Any suggestion for me? Thanks a lot!
Dong
>
>
> Hi Dong,
>
> > I am trying to build up a cluster system.
> > '/var/www' is the only directory in '/var' that I want to duplicate through
> > drbd. Other directories in '/var' should be remained unchanged. My question
> > is:
> >
> > 1. I should add such line in fstab:
> > /dev/nb0 /var/www defaults,noauto 0 0
> > , but should I remove the old line:
> > LABEL=/var /var ext3 defaults 1 2
> >
> > 2. If remove the old line, many other services will stop working on the
> > slave machine since they access the /var which is not mounted. And the
> > rc.sysint script, which is excuted at system startup to clean some useless
> > content in /var, will also fail at startup.
>
> what are you trying to do? Why do you want to remove the fstab entry for /var?

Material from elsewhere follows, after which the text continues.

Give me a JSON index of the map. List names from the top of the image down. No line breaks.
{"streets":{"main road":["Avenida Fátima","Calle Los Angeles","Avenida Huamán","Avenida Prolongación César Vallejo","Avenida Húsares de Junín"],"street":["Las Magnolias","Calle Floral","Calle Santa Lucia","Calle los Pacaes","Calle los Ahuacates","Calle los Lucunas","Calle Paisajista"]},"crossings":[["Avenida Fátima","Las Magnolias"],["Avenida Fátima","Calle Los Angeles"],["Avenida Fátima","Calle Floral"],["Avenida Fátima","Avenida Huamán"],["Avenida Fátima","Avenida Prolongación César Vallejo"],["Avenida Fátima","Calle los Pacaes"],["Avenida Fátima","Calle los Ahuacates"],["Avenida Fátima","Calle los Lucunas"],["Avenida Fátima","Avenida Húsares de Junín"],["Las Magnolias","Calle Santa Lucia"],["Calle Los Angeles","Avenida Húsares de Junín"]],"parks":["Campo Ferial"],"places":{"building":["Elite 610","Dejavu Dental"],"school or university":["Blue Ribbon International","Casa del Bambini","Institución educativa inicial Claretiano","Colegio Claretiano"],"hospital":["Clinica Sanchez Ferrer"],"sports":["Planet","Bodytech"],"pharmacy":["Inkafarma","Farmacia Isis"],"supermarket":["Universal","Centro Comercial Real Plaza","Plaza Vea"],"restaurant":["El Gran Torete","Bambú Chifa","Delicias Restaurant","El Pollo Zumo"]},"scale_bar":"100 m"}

> How do you mount /var on you primary system? When there is no /var, this
> system you also fail.
>
> As far as I understand your mail, you only want to duplicate /var/www, so so
> far there's no reason to remove the /var entry from your fstab. Unless you
> perhaps moved /var to your / partition ...?
>
>
> Cheers,
> Bernd
>
>
> [Attachment: bernd-schubert at web.de.sig]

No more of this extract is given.